On May 9, 2021, a mass shooting occurred at a birthday party in Colorado Springs, Colorado, United States. Seven people were killed, including the gunman who committed suicide.

Shooting 
Shortly after midnight on May 9, 2021, police responded to a shooting at Canterbury Mobile Home Park, located near the Colorado Springs Airport. The shooting happened at a birthday party, with adults and children gathered inside. According to the police, the perpetrator was a boyfriend of one of the female victims; he drove to the home, walked in, and started shooting. He then killed himself. The birthday party was for one of the people killed in the shooting.

When the police arrived, they found six adults who were dead, including the perpetrator, and one man with serious injuries.
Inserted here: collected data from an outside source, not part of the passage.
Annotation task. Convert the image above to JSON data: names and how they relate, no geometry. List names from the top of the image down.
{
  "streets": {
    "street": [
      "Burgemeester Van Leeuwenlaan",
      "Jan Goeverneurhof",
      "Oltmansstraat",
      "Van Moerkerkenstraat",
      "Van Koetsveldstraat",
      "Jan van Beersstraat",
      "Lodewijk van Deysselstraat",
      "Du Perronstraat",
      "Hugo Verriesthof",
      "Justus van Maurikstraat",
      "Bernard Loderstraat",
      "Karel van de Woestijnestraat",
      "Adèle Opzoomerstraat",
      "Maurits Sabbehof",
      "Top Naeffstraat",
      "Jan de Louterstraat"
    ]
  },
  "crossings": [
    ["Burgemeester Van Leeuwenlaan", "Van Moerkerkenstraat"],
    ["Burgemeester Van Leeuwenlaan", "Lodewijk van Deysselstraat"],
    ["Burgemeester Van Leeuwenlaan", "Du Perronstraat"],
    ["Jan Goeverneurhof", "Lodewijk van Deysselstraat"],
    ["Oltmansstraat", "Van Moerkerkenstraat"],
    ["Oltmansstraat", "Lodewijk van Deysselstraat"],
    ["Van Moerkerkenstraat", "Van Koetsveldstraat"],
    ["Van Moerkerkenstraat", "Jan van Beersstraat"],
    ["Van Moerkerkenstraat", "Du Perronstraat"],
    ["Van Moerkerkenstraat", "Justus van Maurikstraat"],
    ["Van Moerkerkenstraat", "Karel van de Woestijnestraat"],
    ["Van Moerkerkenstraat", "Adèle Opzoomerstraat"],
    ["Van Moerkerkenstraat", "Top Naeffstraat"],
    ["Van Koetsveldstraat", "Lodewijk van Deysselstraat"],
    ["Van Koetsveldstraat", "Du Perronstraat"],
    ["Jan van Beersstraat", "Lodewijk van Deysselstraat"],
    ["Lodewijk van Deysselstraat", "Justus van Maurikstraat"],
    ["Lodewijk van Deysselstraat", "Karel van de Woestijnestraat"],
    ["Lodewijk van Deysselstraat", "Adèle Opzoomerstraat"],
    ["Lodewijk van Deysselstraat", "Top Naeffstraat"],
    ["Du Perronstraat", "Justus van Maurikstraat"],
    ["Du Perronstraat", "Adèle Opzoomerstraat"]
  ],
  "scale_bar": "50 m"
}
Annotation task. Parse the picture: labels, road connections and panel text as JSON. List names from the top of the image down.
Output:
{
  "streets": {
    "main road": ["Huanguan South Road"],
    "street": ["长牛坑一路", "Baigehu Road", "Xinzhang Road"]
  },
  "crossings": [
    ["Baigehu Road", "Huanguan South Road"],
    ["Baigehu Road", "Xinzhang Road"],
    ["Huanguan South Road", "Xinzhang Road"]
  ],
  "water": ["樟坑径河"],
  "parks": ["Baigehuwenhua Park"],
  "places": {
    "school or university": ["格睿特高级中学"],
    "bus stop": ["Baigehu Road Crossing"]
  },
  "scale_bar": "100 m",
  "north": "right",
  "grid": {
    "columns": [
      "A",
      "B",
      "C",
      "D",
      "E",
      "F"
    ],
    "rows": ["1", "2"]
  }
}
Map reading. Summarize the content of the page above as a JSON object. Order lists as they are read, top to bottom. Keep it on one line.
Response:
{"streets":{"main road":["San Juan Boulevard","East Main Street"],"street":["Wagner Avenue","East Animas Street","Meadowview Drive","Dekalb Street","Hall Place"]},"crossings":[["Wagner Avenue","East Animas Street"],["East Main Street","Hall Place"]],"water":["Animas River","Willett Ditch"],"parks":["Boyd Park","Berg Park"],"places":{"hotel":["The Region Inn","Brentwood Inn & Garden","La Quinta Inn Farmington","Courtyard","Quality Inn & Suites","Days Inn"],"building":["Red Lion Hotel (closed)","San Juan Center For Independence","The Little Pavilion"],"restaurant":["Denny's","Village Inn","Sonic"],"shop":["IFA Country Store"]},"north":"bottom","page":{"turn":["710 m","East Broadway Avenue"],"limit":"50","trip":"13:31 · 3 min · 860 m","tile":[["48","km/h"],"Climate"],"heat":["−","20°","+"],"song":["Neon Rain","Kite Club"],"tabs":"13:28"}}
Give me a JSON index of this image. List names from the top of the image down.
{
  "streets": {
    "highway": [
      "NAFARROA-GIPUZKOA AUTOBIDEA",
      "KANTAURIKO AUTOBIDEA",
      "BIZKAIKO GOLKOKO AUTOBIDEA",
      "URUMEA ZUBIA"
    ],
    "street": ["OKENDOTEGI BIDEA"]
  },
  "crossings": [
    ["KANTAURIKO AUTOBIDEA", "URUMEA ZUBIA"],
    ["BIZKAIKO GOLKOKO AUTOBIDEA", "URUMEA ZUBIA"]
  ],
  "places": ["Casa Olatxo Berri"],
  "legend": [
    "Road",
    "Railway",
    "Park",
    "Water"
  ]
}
He was transported to a hospital and died there. The children present in the home at the time of the shooting were not injured.

Perpetrator 
The police subsequently identified the shooter as Teodoro Macias, age 28. Macias was the boyfriend of one of the victims, whose family was hosting the birthday party. The family had a conflict with Macias about a week earlier because of his jealous and controlling behavior, and he had not been invited to the party. Macias had no criminal record.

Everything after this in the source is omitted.